[Opening DATA IN THIS EXERCISE section]

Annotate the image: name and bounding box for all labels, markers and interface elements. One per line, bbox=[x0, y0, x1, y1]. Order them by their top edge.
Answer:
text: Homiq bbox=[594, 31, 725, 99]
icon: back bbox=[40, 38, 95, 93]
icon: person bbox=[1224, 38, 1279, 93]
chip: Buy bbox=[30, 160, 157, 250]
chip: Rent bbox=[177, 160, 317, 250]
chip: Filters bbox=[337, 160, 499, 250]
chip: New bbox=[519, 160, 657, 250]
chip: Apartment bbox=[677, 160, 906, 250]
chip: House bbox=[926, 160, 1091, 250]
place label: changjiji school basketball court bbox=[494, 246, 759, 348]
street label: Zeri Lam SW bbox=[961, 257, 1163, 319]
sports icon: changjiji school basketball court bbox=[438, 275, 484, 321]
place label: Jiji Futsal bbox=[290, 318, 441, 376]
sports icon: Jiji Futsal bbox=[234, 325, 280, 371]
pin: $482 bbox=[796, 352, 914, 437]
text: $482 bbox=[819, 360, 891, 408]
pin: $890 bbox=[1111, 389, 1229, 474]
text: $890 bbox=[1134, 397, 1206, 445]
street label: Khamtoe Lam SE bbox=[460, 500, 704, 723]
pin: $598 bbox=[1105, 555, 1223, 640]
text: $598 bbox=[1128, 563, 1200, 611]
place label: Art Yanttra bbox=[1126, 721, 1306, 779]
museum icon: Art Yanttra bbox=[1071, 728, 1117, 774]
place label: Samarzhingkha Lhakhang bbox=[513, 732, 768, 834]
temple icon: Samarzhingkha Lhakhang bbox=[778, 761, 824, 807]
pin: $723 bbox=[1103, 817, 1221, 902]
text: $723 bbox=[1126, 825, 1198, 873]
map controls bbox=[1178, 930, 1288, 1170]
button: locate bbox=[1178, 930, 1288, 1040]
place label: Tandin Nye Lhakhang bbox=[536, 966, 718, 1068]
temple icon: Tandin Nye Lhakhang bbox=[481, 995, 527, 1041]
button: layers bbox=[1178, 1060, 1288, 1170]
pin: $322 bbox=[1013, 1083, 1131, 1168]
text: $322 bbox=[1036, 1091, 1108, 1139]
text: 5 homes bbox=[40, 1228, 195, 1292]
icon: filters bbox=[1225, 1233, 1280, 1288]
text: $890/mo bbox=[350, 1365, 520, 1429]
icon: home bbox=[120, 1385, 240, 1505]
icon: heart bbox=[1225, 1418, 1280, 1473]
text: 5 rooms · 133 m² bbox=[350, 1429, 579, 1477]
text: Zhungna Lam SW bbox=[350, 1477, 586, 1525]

[Closing DATA IN THIS EXERCISE section]

WORK TASK> Copy each entry exactly, with nothing added or dropped.

SOLVED PROBLEM>
Annotate the image: name and bounding box for all labels, markers and interface elements. One per line, bbox=[x0, y0, x1, y1]. Order them by their top edge.
Answer:
text: Homiq bbox=[594, 31, 725, 99]
icon: back bbox=[40, 38, 95, 93]
icon: person bbox=[1224, 38, 1279, 93]
chip: Buy bbox=[30, 160, 157, 250]
chip: Rent bbox=[177, 160, 317, 250]
chip: Filters bbox=[337, 160, 499, 250]
chip: New bbox=[519, 160, 657, 250]
chip: Apartment bbox=[677, 160, 906, 250]
chip: House bbox=[926, 160, 1091, 250]
place label: changjiji school basketball court bbox=[494, 246, 759, 348]
street label: Zeri Lam SW bbox=[961, 257, 1163, 319]
sports icon: changjiji school basketball court bbox=[438, 275, 484, 321]
place label: Jiji Futsal bbox=[290, 318, 441, 376]
sports icon: Jiji Futsal bbox=[234, 325, 280, 371]
pin: $482 bbox=[796, 352, 914, 437]
text: $482 bbox=[819, 360, 891, 408]
pin: $890 bbox=[1111, 389, 1229, 474]
text: $890 bbox=[1134, 397, 1206, 445]
street label: Khamtoe Lam SE bbox=[460, 500, 704, 723]
pin: $598 bbox=[1105, 555, 1223, 640]
text: $598 bbox=[1128, 563, 1200, 611]
place label: Art Yanttra bbox=[1126, 721, 1306, 779]
museum icon: Art Yanttra bbox=[1071, 728, 1117, 774]
place label: Samarzhingkha Lhakhang bbox=[513, 732, 768, 834]
temple icon: Samarzhingkha Lhakhang bbox=[778, 761, 824, 807]
pin: $723 bbox=[1103, 817, 1221, 902]
text: $723 bbox=[1126, 825, 1198, 873]
map controls bbox=[1178, 930, 1288, 1170]
button: locate bbox=[1178, 930, 1288, 1040]
place label: Tandin Nye Lhakhang bbox=[536, 966, 718, 1068]
temple icon: Tandin Nye Lhakhang bbox=[481, 995, 527, 1041]
button: layers bbox=[1178, 1060, 1288, 1170]
pin: $322 bbox=[1013, 1083, 1131, 1168]
text: $322 bbox=[1036, 1091, 1108, 1139]
text: 5 homes bbox=[40, 1228, 195, 1292]
icon: filters bbox=[1225, 1233, 1280, 1288]
text: $890/mo bbox=[350, 1365, 520, 1429]
icon: home bbox=[120, 1385, 240, 1505]
icon: heart bbox=[1225, 1418, 1280, 1473]
text: 5 rooms · 133 m² bbox=[350, 1429, 579, 1477]
text: Zhungna Lam SW bbox=[350, 1477, 586, 1525]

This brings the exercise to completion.